What to work on> Give the data below again exactly as written, without its pictures.

Recorded data>
■ ■ ■ ■
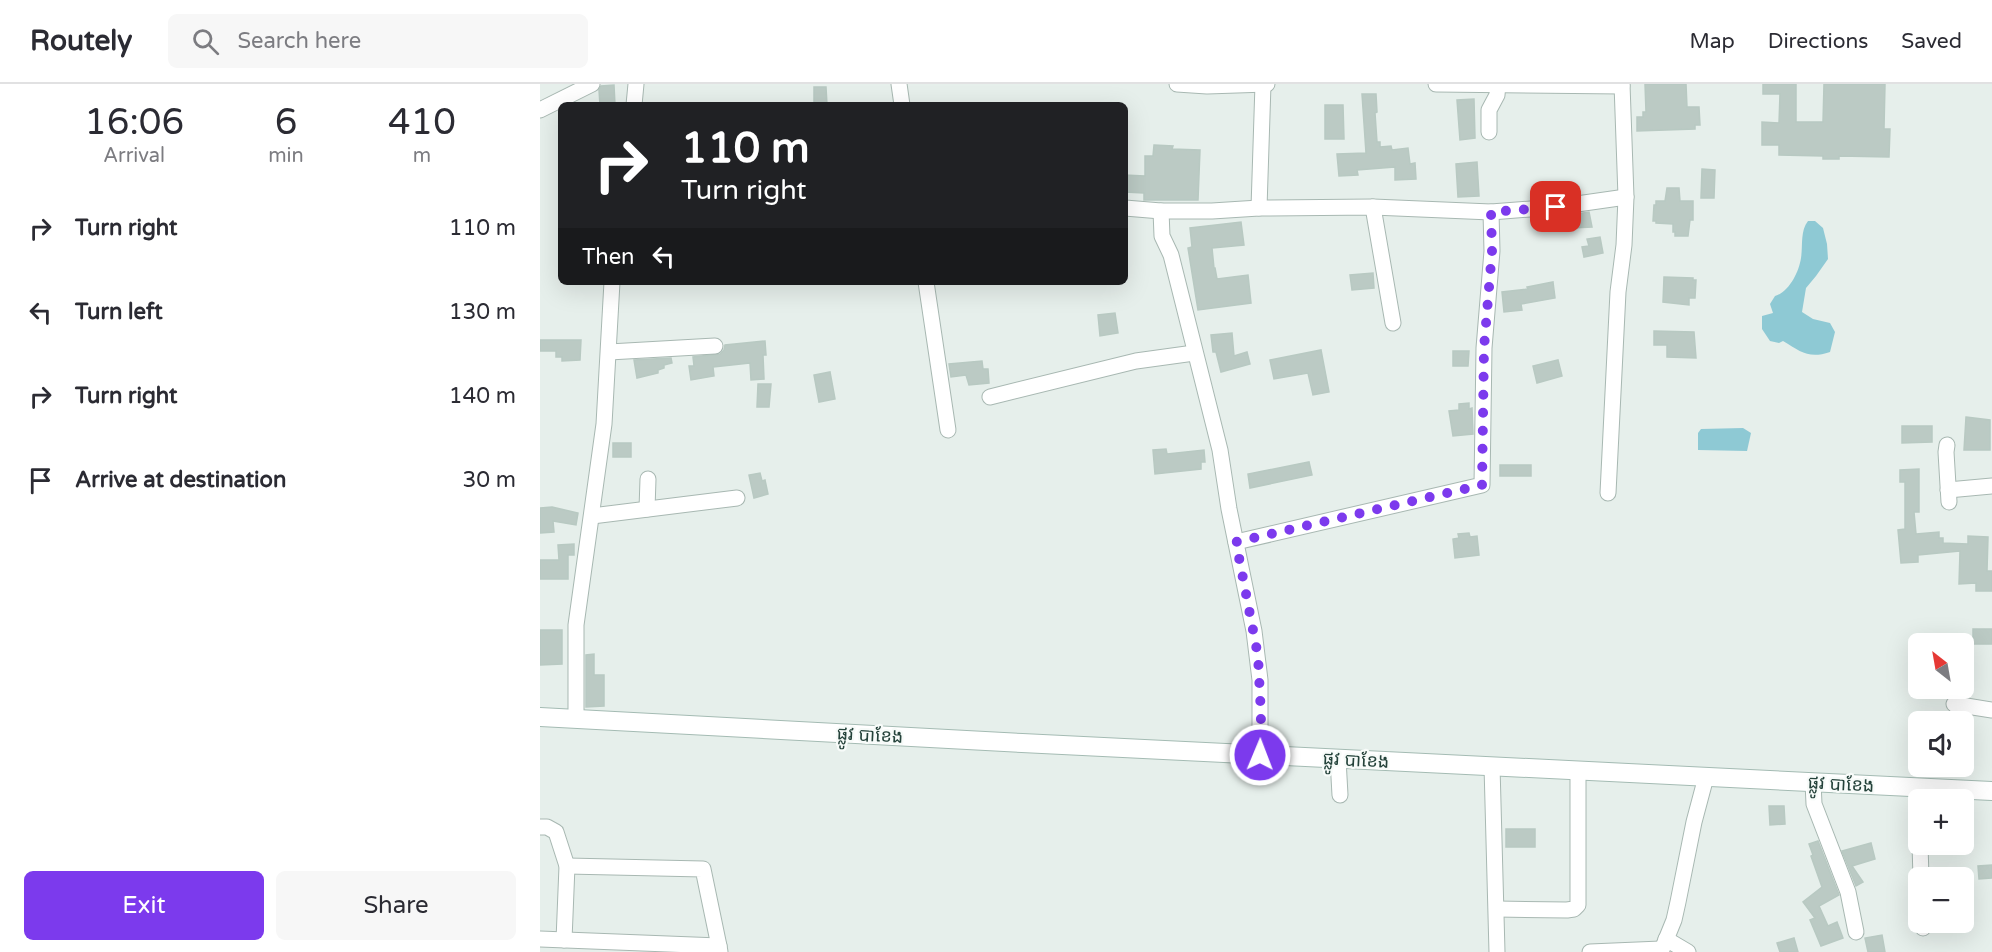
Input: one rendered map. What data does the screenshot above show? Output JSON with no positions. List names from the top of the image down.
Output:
{
  "streets": {
    "street": ["ផ្លូវ បាខែង"]
  },
  "north": "top left",
  "page": {
    "header": "Routely",
    "search": "Search here",
    "nav": ["Map", "Directions", "Saved"],
    "eta": [
      "16:06",
      "Arrival",
      "6",
      "min",
      "410",
      "m"
    ],
    "turn": ["110 m", "Turn right"],
    "list": [
      {
        "name": "Turn right",
        "value": "110 m"
      },
      {
        "name": "Turn left",
        "value": "130 m"
      },
      {
        "name": "Turn right",
        "value": "140 m"
      },
      {
        "name": "Arrive at destination",
        "value": "30 m"
      }
    ],
    "then": "Then",
    "map_buttons": ["+", "−"],
    "buttons": ["Exit", "Share"]
  }
}
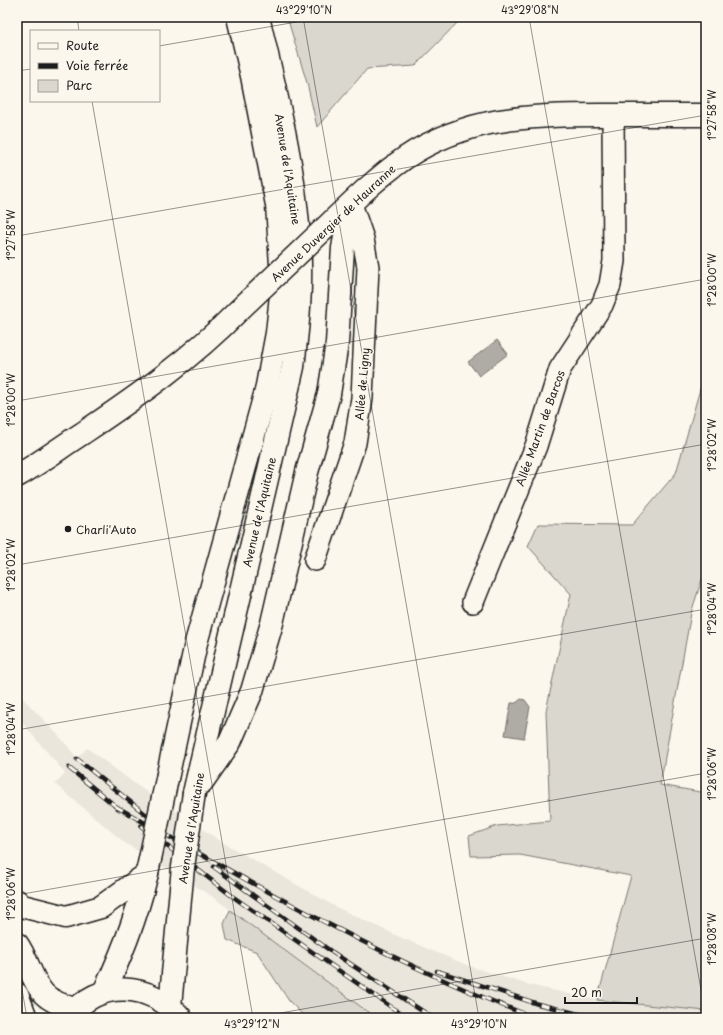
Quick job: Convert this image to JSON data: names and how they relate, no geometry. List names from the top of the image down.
{
  "streets": {
    "main road": ["Avenue de l'Aquitaine", "Avenue Duvergier de Hauranne"],
    "street": ["Allée de Ligny", "Allée Martin de Barcos"]
  },
  "crossings": [
    ["Avenue Duvergier de Hauranne", "Allée de Ligny"],
    ["Avenue Duvergier de Hauranne", "Allée Martin de Barcos"]
  ],
  "places": ["Charli'Auto"],
  "legend": ["Route", "Voie ferrée", "Parc"],
  "scale_bar": "20 m",
  "coordinates": [
    "43°29'10\"N",
    "43°29'08\"N",
    "1°27'58\"W",
    "1°28'00\"W",
    "1°28'02\"W",
    "1°28'04\"W",
    "1°28'06\"W",
    "1°28'08\"W",
    "43°29'12\"N"
  ]
}
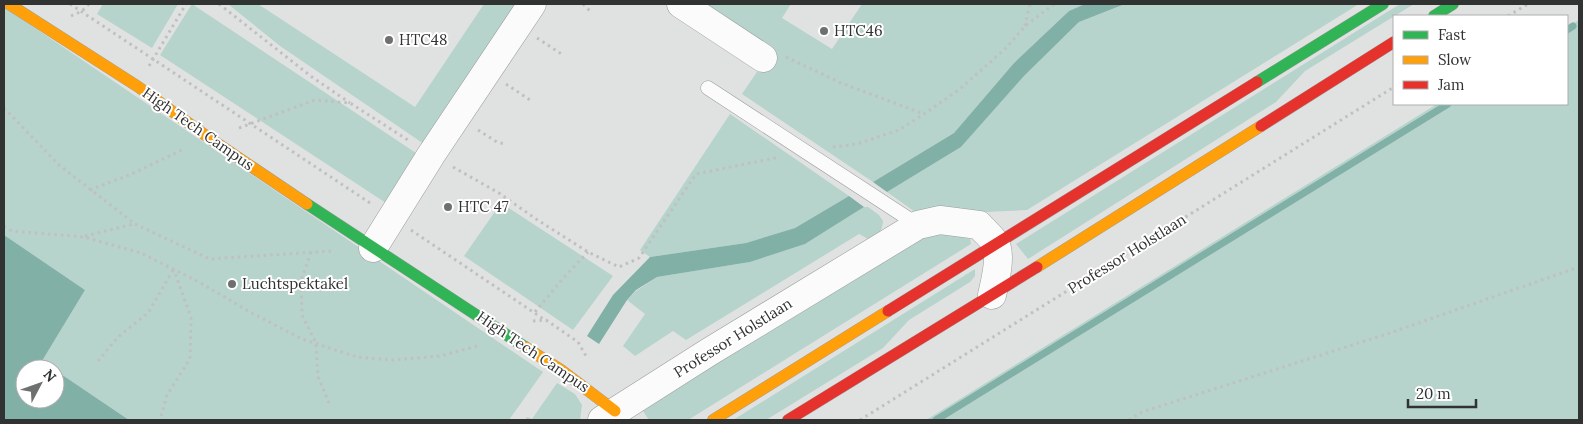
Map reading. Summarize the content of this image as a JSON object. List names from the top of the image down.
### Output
■ ■ ■ ■
Task response>
Input: one rendered map. What data does the screenshot above show? Output JSON with no positions. List names from the top of the image down.
Output:
{
  "streets": {
    "street": ["ផ្លូវ បាខែង"]
  },
  "north": "top left",
  "page": {
    "header": "Routely",
    "search": "Search here",
    "nav": ["Map", "Directions", "Saved"],
    "eta": [
      "16:06",
      "Arrival",
      "6",
      "min",
      "410",
      "m"
    ],
    "turn": ["110 m", "Turn right"],
    "list": [
      {
        "name": "Turn right",
        "value": "110 m"
      },
      {
        "name": "Turn left",
        "value": "130 m"
      },
      {
        "name": "Turn right",
        "value": "140 m"
      },
      {
        "name": "Arrive at destination",
        "value": "30 m"
      }
    ],
    "then": "Then",
    "map_buttons": ["+", "−"],
    "buttons": ["Exit", "Share"]
  }
}
Quick job: Convert this image to JSON data: names and how they relate, no geometry. List names from the top of the image down.
{
  "streets": {
    "main road": ["Avenue de l'Aquitaine", "Avenue Duvergier de Hauranne"],
    "street": ["Allée de Ligny", "Allée Martin de Barcos"]
  },
  "crossings": [
    ["Avenue Duvergier de Hauranne", "Allée de Ligny"],
    ["Avenue Duvergier de Hauranne", "Allée Martin de Barcos"]
  ],
  "places": ["Charli'Auto"],
  "legend": ["Route", "Voie ferrée", "Parc"],
  "scale_bar": "20 m",
  "coordinates": [
    "43°29'10\"N",
    "43°29'08\"N",
    "1°27'58\"W",
    "1°28'00\"W",
    "1°28'02\"W",
    "1°28'04\"W",
    "1°28'06\"W",
    "1°28'08\"W",
    "43°29'12\"N"
  ]
}
Map reading. Summarize the content of this image as a JSON object. List names from the top of the image down.
### Output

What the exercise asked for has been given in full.